## Aim of the exercise
From the records below, pull each line that has "مشاركة".

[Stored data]
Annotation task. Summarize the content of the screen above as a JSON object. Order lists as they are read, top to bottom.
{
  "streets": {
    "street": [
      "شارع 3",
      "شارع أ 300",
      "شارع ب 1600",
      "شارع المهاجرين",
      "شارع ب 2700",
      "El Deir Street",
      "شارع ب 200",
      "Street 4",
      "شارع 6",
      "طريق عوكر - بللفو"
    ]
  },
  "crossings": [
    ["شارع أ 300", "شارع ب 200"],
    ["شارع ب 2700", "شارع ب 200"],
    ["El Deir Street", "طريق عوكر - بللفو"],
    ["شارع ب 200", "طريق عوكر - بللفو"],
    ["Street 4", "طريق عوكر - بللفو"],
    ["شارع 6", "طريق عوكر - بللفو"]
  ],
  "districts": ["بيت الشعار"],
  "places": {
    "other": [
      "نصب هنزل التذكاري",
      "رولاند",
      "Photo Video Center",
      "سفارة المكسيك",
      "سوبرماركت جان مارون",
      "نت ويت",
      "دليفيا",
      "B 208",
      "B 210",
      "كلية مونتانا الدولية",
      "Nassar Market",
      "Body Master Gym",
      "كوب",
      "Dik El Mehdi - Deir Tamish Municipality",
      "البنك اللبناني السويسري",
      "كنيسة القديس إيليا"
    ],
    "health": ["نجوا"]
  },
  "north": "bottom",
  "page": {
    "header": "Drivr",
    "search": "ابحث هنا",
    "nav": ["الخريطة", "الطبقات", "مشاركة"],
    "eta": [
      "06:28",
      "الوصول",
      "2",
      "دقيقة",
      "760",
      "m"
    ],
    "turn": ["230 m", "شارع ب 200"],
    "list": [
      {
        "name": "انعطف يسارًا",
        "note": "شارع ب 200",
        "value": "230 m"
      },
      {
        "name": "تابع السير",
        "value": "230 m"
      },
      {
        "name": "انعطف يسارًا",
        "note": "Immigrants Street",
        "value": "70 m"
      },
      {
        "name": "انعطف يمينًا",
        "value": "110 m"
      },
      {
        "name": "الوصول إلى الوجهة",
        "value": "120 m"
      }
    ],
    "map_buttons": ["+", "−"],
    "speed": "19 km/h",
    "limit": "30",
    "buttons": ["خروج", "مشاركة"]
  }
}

## Output
    "nav": ["الخريطة", "الطبقات", "مشاركة"],
    "buttons": ["خروج", "مشاركة"]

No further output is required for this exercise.